Pakistani officials have rejected the allegations, saying they are unaware of any such training camps. Now the Afghan government has produced a young Pakistani, captured fighting with the Taliban in southern Afghanistan three months ago, whose story would seem to back its complaints about Pakistan.
The prisoner, who gave his name as Muhammad Sohail, is a 17-year-old from the Pakistani port city of Karachi, held by the Afghan authorities in Kabul. In an interview in late July, in front of several prison guards, he said Pakistan was allowing militant groups to train and organize insurgents to fight in Afghanistan. Mr. Sohail said he hoped that granting the interview would increase his chances of being freed. Mr. Sohail described his recruitment through his local mosque by a group listed by the United States as having terrorist links, his military training in a camp not far from the capital, Islamabad, and his dispatch with several other Pakistanis to Afghanistan.

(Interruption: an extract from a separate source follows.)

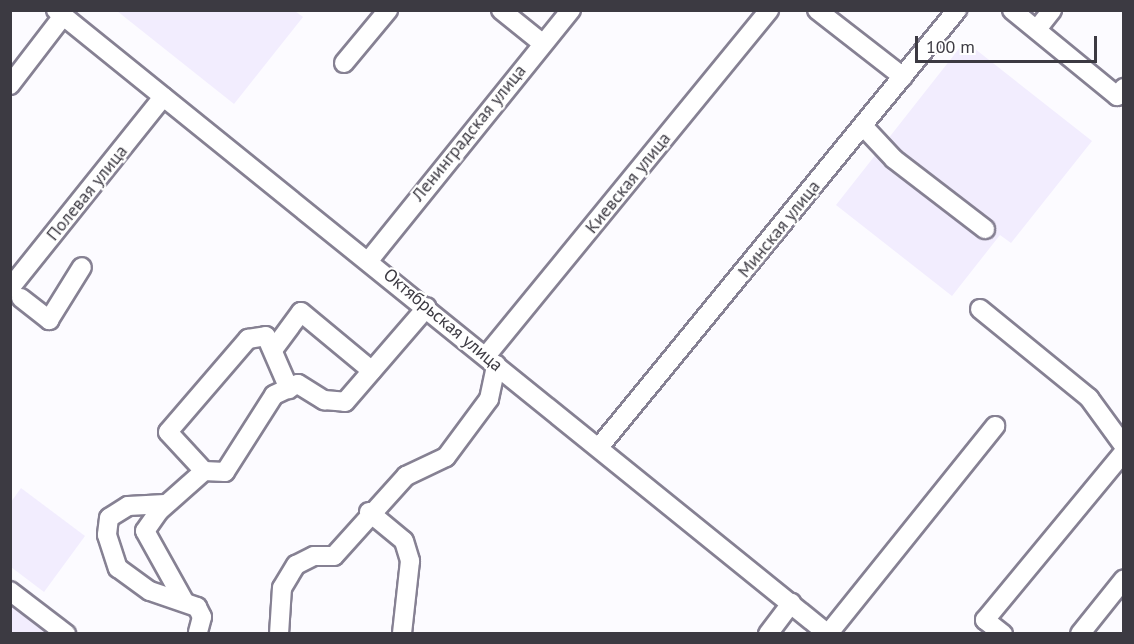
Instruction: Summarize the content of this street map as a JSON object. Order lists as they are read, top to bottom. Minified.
{"streets":{"street":["Ленинградская улица","Киевская улица","Полевая улица","Минская улица","Октябрьская улица"]},"crossings":[["Ленинградская улица","Октябрьская улица"],["Киевская улица","Октябрьская улица"],["Полевая улица","Октябрьская улица"],["Минская улица","Октябрьская улица"]],"scale_bar":"100 m"}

He did not give all the details that intelligence officials said they gleaned from him in interrogations, but he talked easily about his party and its leaders, and said they had high-level support from within the establishment. He said he was recruited and trained within the past eight months by Jamiat-ul-Ansar, the new name for the Harakat-ul-Mujahedeen party, which was designated a terrorist group by the State Department and banned by President Pervez Musharraf of Pakistan in January 2002. Under its new name it is functioning, if more discreetly, and its leader, Fazlur Rehman Khalil, moves around freely.
Mr. Khalil has been involved in recruiting and training militants since the 1980's. In 1998, American planes bombed his training camp in Afghanistan when they were targeting Osama bin Laden after the bombings of the American Embassies in Kenya and Tanzania. The bombing killed a number of Pakistanis, and Mr. Khalil at the time vowed to take revenge against America for the attack.

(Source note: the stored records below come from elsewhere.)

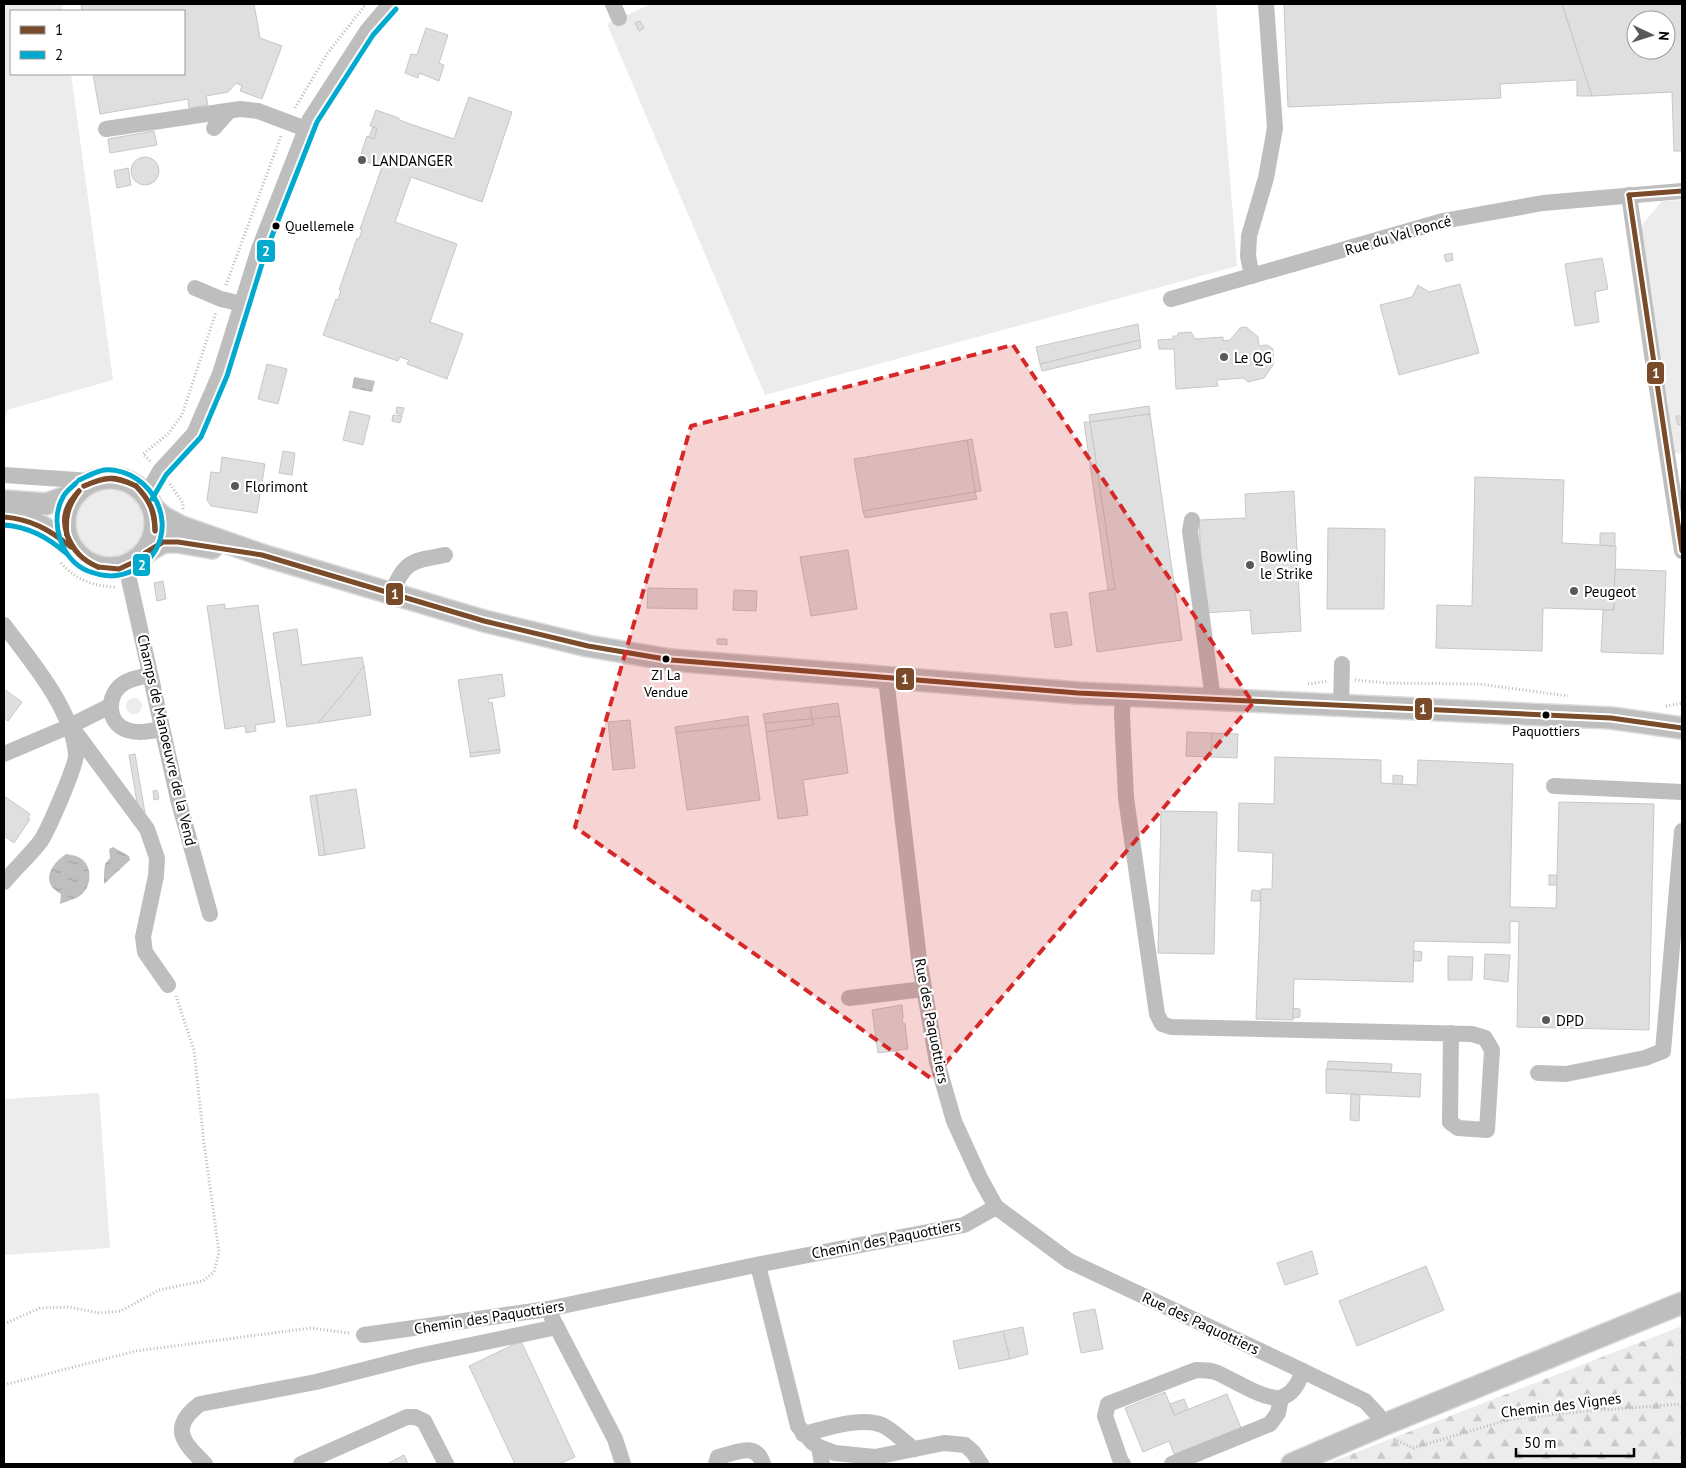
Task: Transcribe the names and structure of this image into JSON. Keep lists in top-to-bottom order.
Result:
{
  "streets": {
    "street": [
      "Rue du Val Poncé",
      "Champs de Manoeuvre de la Vend",
      "Rue des Paquottiers",
      "Chemin des Paquottiers"
    ],
    "path": ["Chemin des Vignes"]
  },
  "crossings": [
    ["Rue des Paquottiers", "Chemin des Paquottiers"],
    ["Rue des Paquottiers", "Chemin des Vignes"]
  ],
  "places": [
    "LANDANGER",
    "Quellemele",
    "Le QG",
    "Florimont",
    "Bowling le Strike",
    "Peugeot",
    "ZI La Vendue",
    "Paquottiers",
    "DPD"
  ],
  "lines": ["transit line 2", "transit line 1"],
  "legend": ["1", "2"],
  "scale_bar": "50 m",
  "north": "right"
}
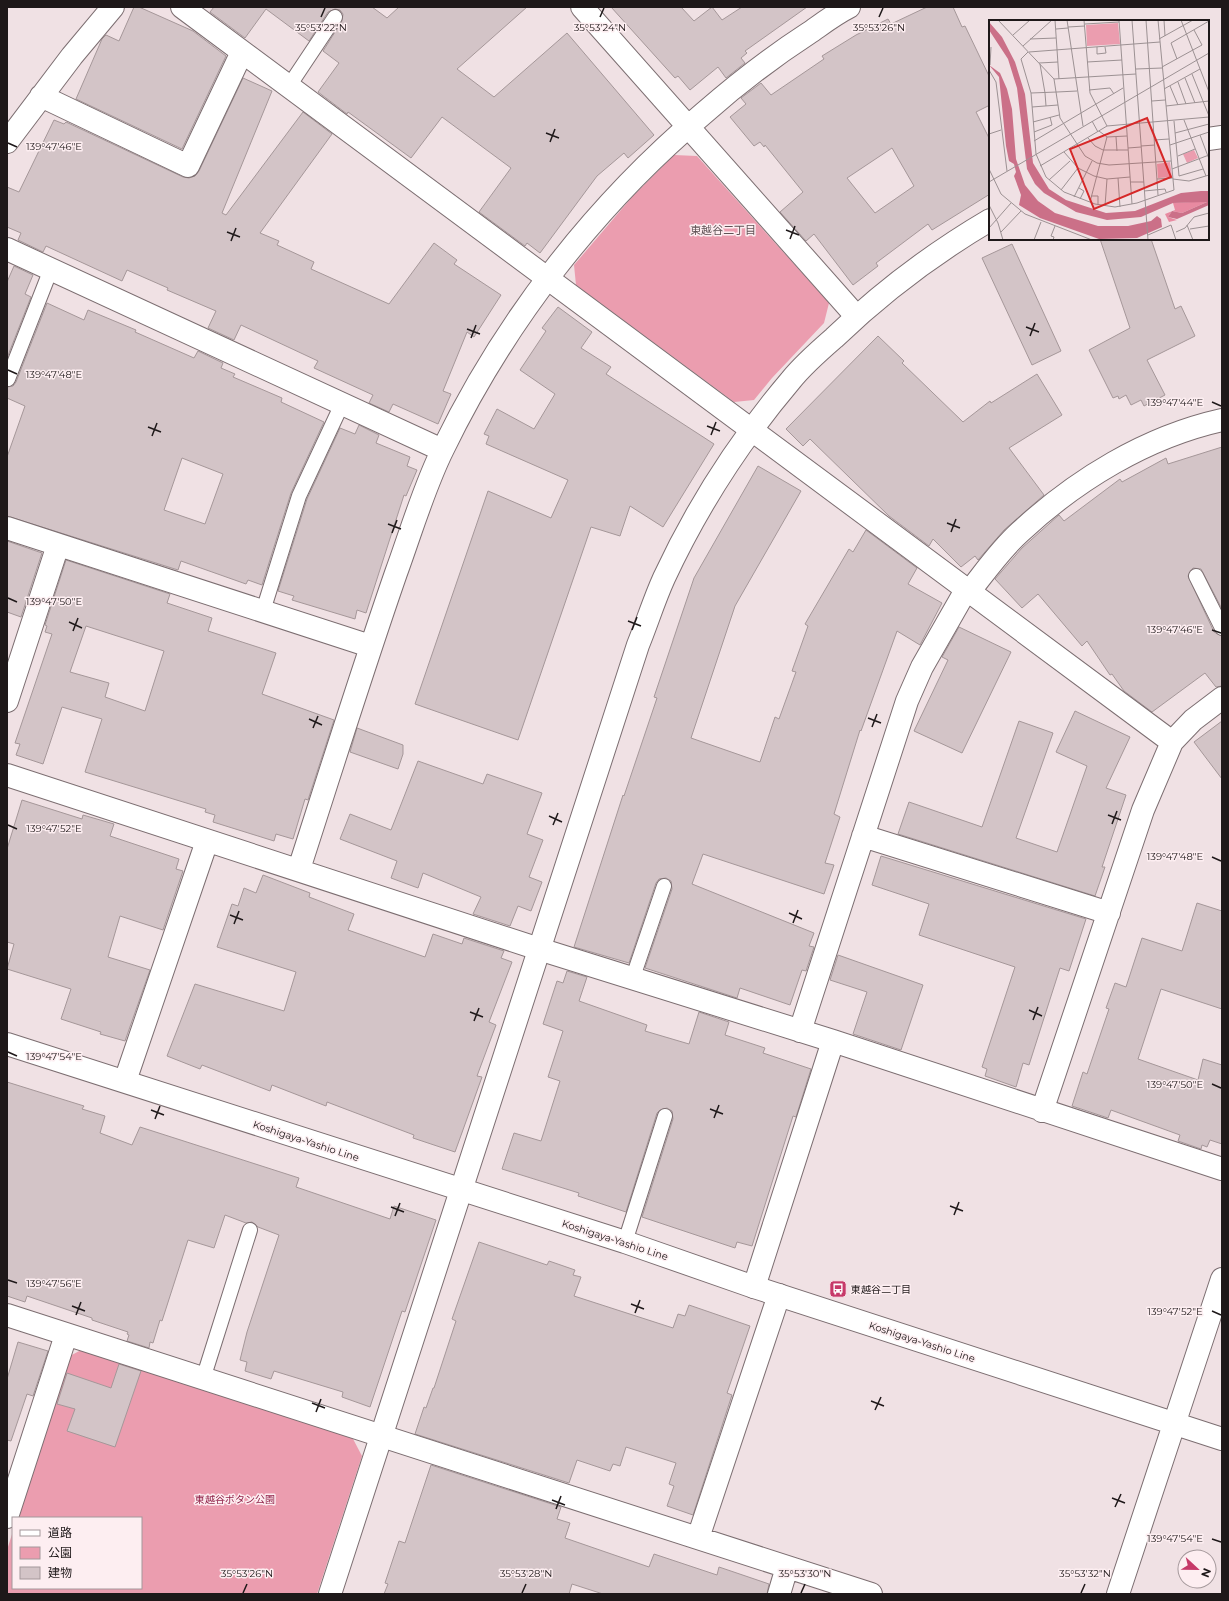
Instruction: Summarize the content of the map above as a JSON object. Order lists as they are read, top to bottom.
{
  "streets": {
    "street": ["Koshigaya-Yashio Line"]
  },
  "districts": ["東越谷二丁目"],
  "parks": ["東越谷ボタン公園"],
  "places": {
    "bus stop": ["東越谷二丁目"]
  },
  "legend": ["道路", "公園", "建物"],
  "north": "right",
  "coordinates": [
    "35°53'22\"N",
    "35°53'24\"N",
    "35°53'26\"N",
    "139°47'46\"E",
    "139°47'48\"E",
    "139°47'44\"E",
    "139°47'50\"E",
    "139°47'52\"E",
    "139°47'54\"E",
    "139°47'56\"E",
    "35°53'28\"N",
    "35°53'30\"N",
    "35°53'32\"N"
  ]
}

It is an open secret in Pakistan that groups supporting separatism in Kashmir have not stopped their activities, despite official declarations, and have continued to train men and infiltrate them into Indian Kashmir. Deputy Secretary of State Richard L. Armitage said during a visit to the region last month that Pakistan had not dismantled all the camps used to train militants for Kashmir. And while he praised Pakistan for its efforts against Al Qaeda, he urged the country to do more to stop Taliban militants carrying out attacks from Pakistan.
Mr. Sohail is not the first Pakistani to be captured fighting alongside the Taliban and other militants in Afghanistan over the past two years. On at least one occasion, Pakistanis who were captured in a joint American-Afghan military operation last year were handed back to Pakistan. But he is the first made available for an interview by the Afghan government. Intelligence officials said they found on him a Jamiat-ul-Ansar membership card and a list of phone numbers of high-level party officials.
A Pakistani official interviewed recently described Mr. Sohail as a "one-off case," and denied that Pakistani militants were showing up in Afghanistan.
The Pakistani ambassador to Afghanistan, Rustam Shah Mohmand, said he thought Jamiat-ul-Ansar and its network had been dismantled. "There is no ambiguity in our policy," he said. "The government does not sponsor, nor create, nor is aware of training camps. If they were aware of any, they would go and dismantle them."
Zalmay M. Khalilzad, the American ambassador to Afghanistan, has stated publicly that Pakistan has not done nearly enough to stop the Taliban and other militants from using Pakistan's border areas as operational and recruiting bases.
In a speech in Washington in April, he warned that if Pakistan did not do the job on its side of the border, American forces would have to do the job themselves.